L’altra ne avrà trentacinque. O trenta portati male. Tutta invidia.
Hanno scelto il tavolino di sotto, proprio sul mare: più intimo.
La ragazza parla fitto fitto, le ginocchia tra le braccia nude, i piedi abbronzati appoggiati sulla sedia con i talloni, le unghie rosse che spiccano in fuori.

Muove le mani, inclina la testa, guarda il mare, guarda qui verso di me.

Fissa l’altra negli occhi, di nuovo il mare. Non riesce a stare ferma, gesticola, beve un sorso, tormenta la tovaglia, traccia segni sul tavolino, la testa piegata di lato, concentrata. Continua a parlare.
La donna la guarda, la testa appoggiata nell’incavo della mano, fissandola negli occhi. Ogni tanto dice qualche parola, sorride. Più che altro ascolta o si limita a contemplarla, assorta, percorrendole con lo sguardo il viso, le braccia abbronzate, le mani sottili instancabili.
Lei a volte ride e continua a parlare e a guardare il mare, la luna, le luci dei ristoranti qui in alto, poi di lato, poi giù. Non si sofferma, sfiora le case, le barche, il suo bicchiere, poi me, poi ancora le case.
L’altra le sfiora il viso con la mano, soltanto un momento, lei smette di parlare, la guarda, poi riprende. Ride buttando indietro la testa, ma è un gesto naturale, non affettato. Anche da questa distanza si vede che gli occhi le brillano.
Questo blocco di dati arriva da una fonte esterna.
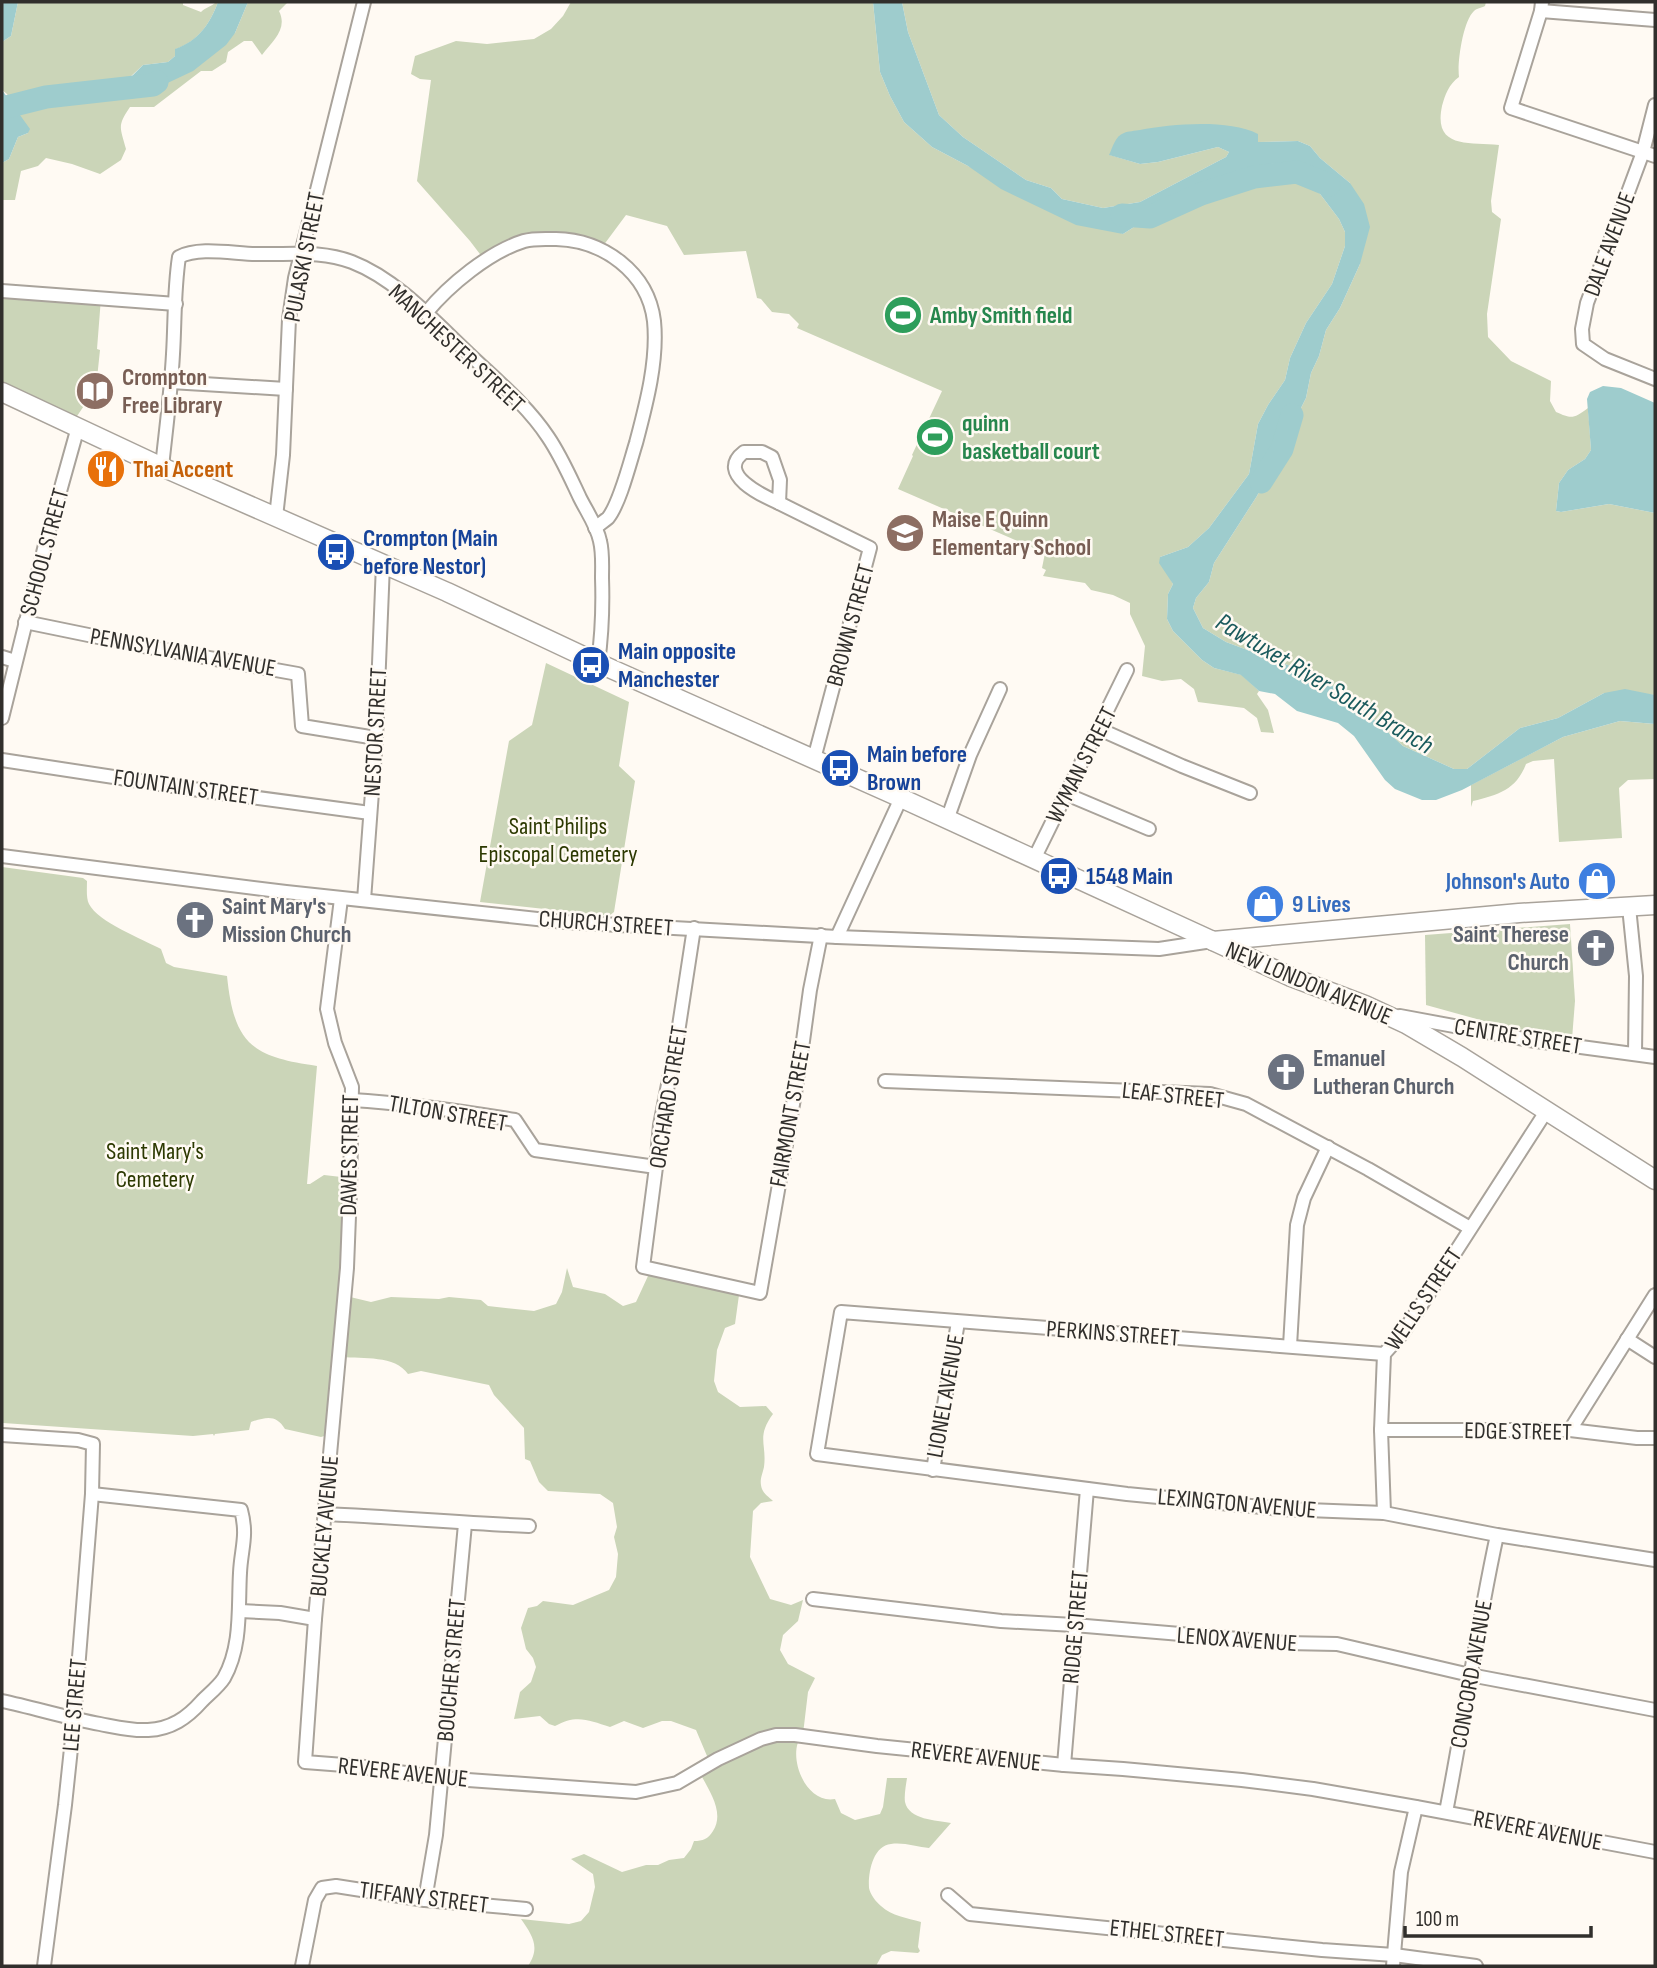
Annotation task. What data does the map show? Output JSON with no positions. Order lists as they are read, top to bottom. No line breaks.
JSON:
{"streets":{"main road":["NEW LONDON AVENUE"],"street":["DALE AVENUE","PULASKI STREET","MANCHESTER STREET","SCHOOL STREET","BROWN STREET","PENNSYLVANIA AVENUE","NESTOR STREET","WYMAN STREET","FOUNTAIN STREET","CHURCH STREET","CENTRE STREET","LEAF STREET","ORCHARD STREET","TILTON STREET","FAIRMONT STREET","DAWES STREET","WELLS STREET","PERKINS STREET","LIONEL AVENUE","EDGE STREET","LEXINGTON AVENUE","BUCKLEY AVENUE","RIDGE STREET","LENOX AVENUE","BOUCHER STREET","CONCORD AVENUE","LEE STREET","REVERE AVENUE","TIFFANY STREET","ETHEL STREET"]},"crossings":[["PULASKI STREET","MANCHESTER STREET"],["PULASKI STREET","NEW LONDON AVENUE"],["MANCHESTER STREET","NEW LONDON AVENUE"],["SCHOOL STREET","PENNSYLVANIA AVENUE"],["SCHOOL STREET","NEW LONDON AVENUE"],["BROWN STREET","NEW LONDON AVENUE"],["PENNSYLVANIA AVENUE","NESTOR STREET"],["NESTOR STREET","FOUNTAIN STREET"],["NESTOR STREET","CHURCH STREET"],["NESTOR STREET","NEW LONDON AVENUE"],["WYMAN STREET","NEW LONDON AVENUE"],["CHURCH STREET","NEW LONDON AVENUE"],["CHURCH STREET","ORCHARD STREET"],["CHURCH STREET","FAIRMONT STREET"],["CHURCH STREET","DAWES STREET"],["NEW LONDON AVENUE","CENTRE STREET"],["NEW LONDON AVENUE","WELLS STREET"],["LEAF STREET","WELLS STREET"],["ORCHARD STREET","TILTON STREET"],["ORCHARD STREET","FAIRMONT STREET"],["TILTON STREET","DAWES STREET"],["DAWES STREET","BUCKLEY AVENUE"],["WELLS STREET","PERKINS STREET"],["WELLS STREET","EDGE STREET"],["WELLS STREET","LEXINGTON AVENUE"],["PERKINS STREET","LIONEL AVENUE"],["PERKINS STREET","LEXINGTON AVENUE"],["LIONEL AVENUE","LEXINGTON AVENUE"],["LEXINGTON AVENUE","RIDGE STREET"],["LEXINGTON AVENUE","CONCORD AVENUE"],["BUCKLEY AVENUE","REVERE AVENUE"],["RIDGE STREET","LENOX AVENUE"],["RIDGE STREET","REVERE AVENUE"],["LENOX AVENUE","CONCORD AVENUE"],["BOUCHER STREET","REVERE AVENUE"],["BOUCHER STREET","TIFFANY STREET"],["CONCORD AVENUE","REVERE AVENUE"]],"water":["Pawtuxet River South Branch"],"parks":["Saint Philips Episcopal Cemetery","Saint Mary's Cemetery"],"places":{"sports":["Amby Smith field","quinn basketball court"],"library":["Crompton Free Library"],"restaurant":["Thai Accent"],"school or university":["Maise E Quinn Elementary School"],"bus stop":["Crompton (Main before Nestor)","Main opposite Manchester","Main before Brown","1548 Main"],"shop":["Johnson's Auto","9 Lives"],"church":["Saint Mary's Mission Church","Saint Therese Church","Emanuel Lutheran Church"]},"scale_bar":"100 m"}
D’improvviso si alza, si rovescia dalla sedia,  si avventa ad abbracciare la compagna, la bacia sul collo. Soltanto un attimo, un lungo attimo con il viso affondato nei capelli di lei. Tra le sue braccia stupite che tardano a chiudersi. La stringe, si risiede, sempre parlando, sempre sorridendo.
Si accoccola di nuovo, ricomincia a guardarsi intorno. Il molo. Il riflesso della luna, le barche, il bicchiere vuoto. Lassù il contorno del forte, nitido nel cielo chiaro. Qui in alto i tavolini ed io, che la sto guardando. Poi di nuovo il molo, torna su di me, interrompe di parlare, mi guarda fisso, e anch’io. Passa un secolo, un secondo, un secolo.

Tu non vedi, non ti accorgi, leggi. Noi ci guardiamo.
Alza la testa in modo che possa vederla bene, mi fissa negli occhi – ha smesso di muoversi – non sorride più.
Seria, con calma, muovendo le labbra lentamente, fissandomi negli occhi senza sbattere le palpebre, inizia a sillabare: S – H – I – T.